Никитин покачал головой:
– А боишься ты его.
– Боюсь я, только когда дети болеют, Иван. А вот опасаться – опасаюсь; за ним бо-ольшое множество людей стоит, и все мои супротивники, все дремы ждут, нашем ленивом неуправстве кого угодно винят, только не себя, и дела бегут.
– Зато Руси прилежны.
– Русь, коли в ней дело захиреет, станет вотчиной орды или провинцией австрийской короны, – отрубил Петр. – О Руси я боле их скорблю. Когда я тебя к курфюрсту саксонскому Августу отправлял, портрет его писать, намеренно ко всеобщему сведению распубликовал: «Пусть персону его спишут и с прочих, кого захочет, а особливо с виду, дабы знали все в мире, что и у нашего народу добрые есть мастера». И ты его так нарисовал, что по тебе, как по истинно русском, слух прокатился через все европейские столицы. А это славу отечеству принесло! Кто ж более о Руси радеет? Они – ленью, али я – делом?! Ну, говори, жду, интересно!
– Помнишь свой первый портрет?
– Да я ж раздариваю их все преображенским полковникам али послам, откуда мне помнить?
– А я на портреты живу, каждому веду учет, оттого – все помню.
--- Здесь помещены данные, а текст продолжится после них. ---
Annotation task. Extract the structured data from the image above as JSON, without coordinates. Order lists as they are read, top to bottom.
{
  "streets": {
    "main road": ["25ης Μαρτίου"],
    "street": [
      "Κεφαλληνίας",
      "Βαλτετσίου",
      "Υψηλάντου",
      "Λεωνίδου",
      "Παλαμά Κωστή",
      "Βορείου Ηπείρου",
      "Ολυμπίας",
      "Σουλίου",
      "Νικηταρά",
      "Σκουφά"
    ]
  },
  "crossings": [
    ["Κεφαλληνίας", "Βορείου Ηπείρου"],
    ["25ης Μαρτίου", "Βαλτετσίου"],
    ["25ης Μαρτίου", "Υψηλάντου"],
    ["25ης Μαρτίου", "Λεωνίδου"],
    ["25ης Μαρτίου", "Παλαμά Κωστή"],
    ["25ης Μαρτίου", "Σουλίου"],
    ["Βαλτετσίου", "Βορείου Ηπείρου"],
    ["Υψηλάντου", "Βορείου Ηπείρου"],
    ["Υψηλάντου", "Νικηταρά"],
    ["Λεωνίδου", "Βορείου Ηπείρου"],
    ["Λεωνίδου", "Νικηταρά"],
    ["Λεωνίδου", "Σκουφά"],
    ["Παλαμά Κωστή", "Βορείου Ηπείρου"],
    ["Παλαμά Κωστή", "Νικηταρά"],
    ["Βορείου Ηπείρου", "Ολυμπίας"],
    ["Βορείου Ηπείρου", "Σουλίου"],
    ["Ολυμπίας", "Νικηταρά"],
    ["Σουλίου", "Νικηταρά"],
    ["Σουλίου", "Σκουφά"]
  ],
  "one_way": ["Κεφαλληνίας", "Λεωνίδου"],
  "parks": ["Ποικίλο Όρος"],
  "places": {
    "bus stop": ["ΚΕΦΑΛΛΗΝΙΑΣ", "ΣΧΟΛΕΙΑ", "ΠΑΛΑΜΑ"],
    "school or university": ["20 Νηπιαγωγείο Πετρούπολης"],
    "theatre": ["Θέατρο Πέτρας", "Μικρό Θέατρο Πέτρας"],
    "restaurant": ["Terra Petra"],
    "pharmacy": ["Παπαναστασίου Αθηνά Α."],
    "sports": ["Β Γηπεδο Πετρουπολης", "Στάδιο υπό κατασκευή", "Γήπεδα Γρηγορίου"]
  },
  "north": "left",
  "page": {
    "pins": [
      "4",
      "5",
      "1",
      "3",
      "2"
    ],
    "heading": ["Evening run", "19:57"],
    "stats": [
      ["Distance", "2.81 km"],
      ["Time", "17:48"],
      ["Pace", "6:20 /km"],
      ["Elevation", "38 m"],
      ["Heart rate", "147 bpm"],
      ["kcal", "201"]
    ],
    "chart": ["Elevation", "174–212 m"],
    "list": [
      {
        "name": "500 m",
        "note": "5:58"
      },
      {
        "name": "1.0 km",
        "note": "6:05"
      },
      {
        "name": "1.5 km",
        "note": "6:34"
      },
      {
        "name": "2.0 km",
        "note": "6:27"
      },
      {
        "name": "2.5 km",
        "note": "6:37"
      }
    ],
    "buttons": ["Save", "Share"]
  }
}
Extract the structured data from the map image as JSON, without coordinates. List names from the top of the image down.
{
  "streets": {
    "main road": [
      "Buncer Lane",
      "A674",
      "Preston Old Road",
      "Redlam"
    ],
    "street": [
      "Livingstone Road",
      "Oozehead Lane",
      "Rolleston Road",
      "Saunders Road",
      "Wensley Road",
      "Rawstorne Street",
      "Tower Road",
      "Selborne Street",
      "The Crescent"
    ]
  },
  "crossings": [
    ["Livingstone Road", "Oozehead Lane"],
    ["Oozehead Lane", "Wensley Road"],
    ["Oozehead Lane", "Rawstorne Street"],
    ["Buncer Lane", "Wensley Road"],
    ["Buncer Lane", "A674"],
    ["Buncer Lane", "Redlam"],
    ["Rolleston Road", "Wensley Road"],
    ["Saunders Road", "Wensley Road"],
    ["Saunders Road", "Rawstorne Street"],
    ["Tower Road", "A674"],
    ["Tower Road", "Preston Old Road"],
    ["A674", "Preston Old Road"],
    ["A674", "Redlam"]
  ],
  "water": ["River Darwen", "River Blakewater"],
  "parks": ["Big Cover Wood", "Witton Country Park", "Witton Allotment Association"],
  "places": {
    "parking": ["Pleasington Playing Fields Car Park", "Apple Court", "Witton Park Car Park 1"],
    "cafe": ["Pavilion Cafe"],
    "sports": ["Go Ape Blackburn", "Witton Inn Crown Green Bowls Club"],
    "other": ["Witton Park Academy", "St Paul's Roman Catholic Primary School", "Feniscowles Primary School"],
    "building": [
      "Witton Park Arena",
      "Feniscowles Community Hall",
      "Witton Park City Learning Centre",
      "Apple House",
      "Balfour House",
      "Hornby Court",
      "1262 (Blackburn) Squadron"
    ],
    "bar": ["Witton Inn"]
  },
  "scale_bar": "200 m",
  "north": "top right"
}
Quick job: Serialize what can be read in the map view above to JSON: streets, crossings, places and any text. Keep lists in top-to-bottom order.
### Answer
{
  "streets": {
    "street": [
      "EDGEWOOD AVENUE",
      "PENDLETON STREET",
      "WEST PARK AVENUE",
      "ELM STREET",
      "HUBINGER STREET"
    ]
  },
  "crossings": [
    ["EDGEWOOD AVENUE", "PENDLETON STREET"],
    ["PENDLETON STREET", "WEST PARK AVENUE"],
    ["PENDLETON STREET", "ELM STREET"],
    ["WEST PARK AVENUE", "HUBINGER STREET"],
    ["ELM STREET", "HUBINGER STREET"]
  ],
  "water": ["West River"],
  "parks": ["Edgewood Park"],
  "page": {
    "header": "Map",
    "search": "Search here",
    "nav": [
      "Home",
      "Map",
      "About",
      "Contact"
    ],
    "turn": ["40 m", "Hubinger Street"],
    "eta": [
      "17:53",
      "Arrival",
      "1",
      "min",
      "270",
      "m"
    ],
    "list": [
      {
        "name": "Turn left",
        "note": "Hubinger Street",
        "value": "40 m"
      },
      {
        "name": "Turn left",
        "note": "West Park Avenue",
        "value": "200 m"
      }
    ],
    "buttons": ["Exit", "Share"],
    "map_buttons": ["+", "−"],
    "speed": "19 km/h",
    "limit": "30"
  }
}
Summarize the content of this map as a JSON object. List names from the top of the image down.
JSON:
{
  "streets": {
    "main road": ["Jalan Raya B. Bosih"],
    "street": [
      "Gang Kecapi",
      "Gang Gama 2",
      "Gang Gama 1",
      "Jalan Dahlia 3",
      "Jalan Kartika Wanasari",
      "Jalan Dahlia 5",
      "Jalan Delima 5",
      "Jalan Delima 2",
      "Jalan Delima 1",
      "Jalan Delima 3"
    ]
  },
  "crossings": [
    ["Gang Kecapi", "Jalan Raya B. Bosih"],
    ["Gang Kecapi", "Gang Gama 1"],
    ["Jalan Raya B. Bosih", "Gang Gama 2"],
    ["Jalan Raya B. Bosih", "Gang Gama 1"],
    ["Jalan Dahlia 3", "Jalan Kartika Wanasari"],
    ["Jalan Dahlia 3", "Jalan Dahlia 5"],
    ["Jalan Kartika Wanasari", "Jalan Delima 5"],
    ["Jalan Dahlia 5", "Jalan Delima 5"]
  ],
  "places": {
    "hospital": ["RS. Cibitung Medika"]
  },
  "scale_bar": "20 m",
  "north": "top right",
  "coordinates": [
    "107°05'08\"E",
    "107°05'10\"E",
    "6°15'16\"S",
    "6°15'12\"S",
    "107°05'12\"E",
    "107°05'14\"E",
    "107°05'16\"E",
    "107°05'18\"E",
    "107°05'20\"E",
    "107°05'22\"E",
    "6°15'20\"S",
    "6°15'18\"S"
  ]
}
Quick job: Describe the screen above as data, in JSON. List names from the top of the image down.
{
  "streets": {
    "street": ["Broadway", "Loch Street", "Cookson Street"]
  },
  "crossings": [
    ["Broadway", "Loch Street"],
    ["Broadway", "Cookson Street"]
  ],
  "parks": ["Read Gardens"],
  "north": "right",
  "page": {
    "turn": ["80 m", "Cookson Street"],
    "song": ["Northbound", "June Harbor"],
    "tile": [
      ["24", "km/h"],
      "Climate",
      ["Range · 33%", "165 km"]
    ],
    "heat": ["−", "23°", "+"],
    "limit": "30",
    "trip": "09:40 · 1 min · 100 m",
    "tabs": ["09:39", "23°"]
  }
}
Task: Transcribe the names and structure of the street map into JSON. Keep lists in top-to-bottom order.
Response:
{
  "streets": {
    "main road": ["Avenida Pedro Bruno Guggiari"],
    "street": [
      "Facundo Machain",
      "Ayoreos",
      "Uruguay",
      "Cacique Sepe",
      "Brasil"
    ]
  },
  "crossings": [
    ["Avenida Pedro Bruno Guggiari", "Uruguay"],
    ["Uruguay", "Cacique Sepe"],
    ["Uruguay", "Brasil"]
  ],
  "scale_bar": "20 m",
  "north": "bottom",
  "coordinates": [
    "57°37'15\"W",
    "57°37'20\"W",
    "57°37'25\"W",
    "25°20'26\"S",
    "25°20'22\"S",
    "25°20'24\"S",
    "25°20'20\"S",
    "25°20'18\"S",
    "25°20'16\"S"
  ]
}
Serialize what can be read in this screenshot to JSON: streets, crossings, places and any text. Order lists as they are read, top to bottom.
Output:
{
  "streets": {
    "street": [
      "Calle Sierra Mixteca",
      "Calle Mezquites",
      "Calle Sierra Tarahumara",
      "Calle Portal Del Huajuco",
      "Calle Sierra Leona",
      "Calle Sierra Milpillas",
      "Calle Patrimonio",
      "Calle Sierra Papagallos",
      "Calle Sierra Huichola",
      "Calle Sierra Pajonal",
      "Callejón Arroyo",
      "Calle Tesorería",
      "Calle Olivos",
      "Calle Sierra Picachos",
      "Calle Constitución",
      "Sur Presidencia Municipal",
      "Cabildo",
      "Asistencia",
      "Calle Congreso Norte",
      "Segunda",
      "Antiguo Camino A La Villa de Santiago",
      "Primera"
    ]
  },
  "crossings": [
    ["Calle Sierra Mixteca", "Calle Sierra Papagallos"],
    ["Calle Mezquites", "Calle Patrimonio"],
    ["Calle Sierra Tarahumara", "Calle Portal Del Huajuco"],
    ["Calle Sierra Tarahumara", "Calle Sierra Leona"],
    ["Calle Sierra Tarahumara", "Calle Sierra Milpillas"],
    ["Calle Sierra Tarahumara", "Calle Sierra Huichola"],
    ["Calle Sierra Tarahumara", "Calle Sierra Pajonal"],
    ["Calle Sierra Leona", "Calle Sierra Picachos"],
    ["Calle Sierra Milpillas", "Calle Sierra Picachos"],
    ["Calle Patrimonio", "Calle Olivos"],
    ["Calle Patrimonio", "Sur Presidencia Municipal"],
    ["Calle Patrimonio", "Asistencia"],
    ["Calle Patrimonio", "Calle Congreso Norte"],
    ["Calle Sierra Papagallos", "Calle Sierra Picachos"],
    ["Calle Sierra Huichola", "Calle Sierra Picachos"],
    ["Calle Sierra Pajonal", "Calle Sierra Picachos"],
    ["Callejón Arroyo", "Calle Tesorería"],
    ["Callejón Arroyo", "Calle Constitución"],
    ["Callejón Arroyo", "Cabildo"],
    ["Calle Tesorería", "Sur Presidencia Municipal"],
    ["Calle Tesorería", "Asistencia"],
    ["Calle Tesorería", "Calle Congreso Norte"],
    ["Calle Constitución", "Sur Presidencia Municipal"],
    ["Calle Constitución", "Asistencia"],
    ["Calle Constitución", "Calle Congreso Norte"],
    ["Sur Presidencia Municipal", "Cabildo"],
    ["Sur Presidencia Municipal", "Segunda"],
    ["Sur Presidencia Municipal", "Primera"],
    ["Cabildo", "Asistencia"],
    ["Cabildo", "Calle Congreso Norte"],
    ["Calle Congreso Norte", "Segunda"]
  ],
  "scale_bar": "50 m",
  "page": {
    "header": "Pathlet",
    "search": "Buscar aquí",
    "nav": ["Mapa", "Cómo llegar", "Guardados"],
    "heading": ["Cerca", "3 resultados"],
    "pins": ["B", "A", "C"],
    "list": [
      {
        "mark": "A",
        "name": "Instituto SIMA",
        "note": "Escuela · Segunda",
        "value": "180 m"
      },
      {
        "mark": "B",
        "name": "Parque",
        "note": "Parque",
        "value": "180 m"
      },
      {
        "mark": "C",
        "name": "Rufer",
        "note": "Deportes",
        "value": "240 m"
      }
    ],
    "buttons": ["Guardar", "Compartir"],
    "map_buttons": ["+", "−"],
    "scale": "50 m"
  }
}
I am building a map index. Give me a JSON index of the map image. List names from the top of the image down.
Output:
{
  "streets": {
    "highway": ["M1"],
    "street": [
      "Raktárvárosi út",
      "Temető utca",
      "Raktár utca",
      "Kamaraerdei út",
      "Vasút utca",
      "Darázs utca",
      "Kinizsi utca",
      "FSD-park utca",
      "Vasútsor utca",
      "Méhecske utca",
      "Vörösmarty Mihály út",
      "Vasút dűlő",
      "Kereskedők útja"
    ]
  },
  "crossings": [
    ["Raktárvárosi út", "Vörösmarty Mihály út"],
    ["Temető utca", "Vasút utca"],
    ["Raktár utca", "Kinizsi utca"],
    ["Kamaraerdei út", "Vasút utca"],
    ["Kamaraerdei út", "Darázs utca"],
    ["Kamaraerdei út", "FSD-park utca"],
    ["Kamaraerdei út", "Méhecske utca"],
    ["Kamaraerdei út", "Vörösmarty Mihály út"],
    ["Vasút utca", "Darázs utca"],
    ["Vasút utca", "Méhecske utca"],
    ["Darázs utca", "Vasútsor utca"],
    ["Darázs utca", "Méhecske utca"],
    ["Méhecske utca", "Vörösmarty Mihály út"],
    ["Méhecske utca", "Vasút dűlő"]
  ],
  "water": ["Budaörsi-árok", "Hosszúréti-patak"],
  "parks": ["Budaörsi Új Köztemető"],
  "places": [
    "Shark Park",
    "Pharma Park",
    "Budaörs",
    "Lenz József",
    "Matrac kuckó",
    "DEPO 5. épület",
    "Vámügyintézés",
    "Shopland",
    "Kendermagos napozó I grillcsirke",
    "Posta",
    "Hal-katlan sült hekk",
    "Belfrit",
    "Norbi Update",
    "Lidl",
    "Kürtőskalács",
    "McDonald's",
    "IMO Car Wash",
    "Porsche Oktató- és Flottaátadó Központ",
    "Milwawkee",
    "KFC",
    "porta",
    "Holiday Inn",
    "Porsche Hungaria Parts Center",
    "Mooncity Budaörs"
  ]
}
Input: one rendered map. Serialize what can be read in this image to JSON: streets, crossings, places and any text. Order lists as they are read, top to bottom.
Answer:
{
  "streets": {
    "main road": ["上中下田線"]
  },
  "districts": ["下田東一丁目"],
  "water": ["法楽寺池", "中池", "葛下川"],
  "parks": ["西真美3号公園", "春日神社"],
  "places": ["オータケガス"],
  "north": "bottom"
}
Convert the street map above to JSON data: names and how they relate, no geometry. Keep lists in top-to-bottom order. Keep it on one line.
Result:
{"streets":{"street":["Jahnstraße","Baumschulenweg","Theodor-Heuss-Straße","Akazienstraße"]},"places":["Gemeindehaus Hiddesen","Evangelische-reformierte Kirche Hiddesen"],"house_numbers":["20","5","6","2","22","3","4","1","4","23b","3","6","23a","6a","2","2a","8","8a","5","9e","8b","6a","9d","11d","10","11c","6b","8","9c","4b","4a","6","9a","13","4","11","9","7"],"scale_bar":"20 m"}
Так вот, первый парсун, писанный с тебя, может, еще в отрочестве, хорош не ликом твоим, не мыслью в глазах, не волею в лице, а соболями, в которые ты облачен, да горностаями, да алмазной цепью! Красиво написано, да только сказки нет, а потому от правды далеко!
– Верно говоришь, но – против себя, Иван. Коли меня Танауэр не может понять, потому как саксонец, отчего же англичанин Готфрей Ноллер в Утрехте, в девяносто еще седьмом году, сделал портрет, и нет в нем соболей; пустые латы да лента, а я самого себя понимаю? Отчего?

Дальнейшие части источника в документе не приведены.